GIVEN INFORMATION:
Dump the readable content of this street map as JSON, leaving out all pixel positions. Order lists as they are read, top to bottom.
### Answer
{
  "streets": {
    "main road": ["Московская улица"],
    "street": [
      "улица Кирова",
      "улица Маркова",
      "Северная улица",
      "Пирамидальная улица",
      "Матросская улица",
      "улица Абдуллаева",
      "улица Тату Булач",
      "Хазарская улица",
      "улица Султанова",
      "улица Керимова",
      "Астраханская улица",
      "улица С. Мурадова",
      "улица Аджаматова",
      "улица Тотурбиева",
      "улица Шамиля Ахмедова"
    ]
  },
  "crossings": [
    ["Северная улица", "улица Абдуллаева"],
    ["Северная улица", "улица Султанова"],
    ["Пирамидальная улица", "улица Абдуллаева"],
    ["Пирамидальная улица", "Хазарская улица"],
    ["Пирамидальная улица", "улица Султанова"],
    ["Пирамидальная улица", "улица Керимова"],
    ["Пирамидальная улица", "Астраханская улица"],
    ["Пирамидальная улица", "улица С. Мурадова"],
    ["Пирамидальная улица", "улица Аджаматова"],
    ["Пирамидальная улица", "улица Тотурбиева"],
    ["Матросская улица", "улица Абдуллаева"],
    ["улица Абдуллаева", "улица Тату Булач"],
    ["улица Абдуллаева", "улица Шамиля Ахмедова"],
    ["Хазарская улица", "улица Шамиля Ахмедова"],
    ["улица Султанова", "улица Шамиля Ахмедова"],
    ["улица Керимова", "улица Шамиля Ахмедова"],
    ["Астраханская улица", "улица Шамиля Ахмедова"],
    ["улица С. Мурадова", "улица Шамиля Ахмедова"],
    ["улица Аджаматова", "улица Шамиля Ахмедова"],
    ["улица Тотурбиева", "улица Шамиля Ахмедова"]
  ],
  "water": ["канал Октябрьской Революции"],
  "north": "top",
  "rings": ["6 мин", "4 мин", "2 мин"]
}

TO DO: Scan the listing above, and wherever a line holds the string "Шамиля", copy that line.

ANSWER BOX:
      "улица Шамиля Ахмедова"
    ["улица Абдуллаева", "улица Шамиля Ахмедова"],
    ["Хазарская улица", "улица Шамиля Ахмедова"],
    ["улица Султанова", "улица Шамиля Ахмедова"],
    ["улица Керимова", "улица Шамиля Ахмедова"],
    ["Астраханская улица", "улица Шамиля Ахмедова"],
    ["улица С. Мурадова", "улица Шамиля Ахмедова"],
    ["улица Аджаматова", "улица Шамиля Ахмедова"],
    ["улица Тотурбиева", "улица Шамиля Ахмедова"]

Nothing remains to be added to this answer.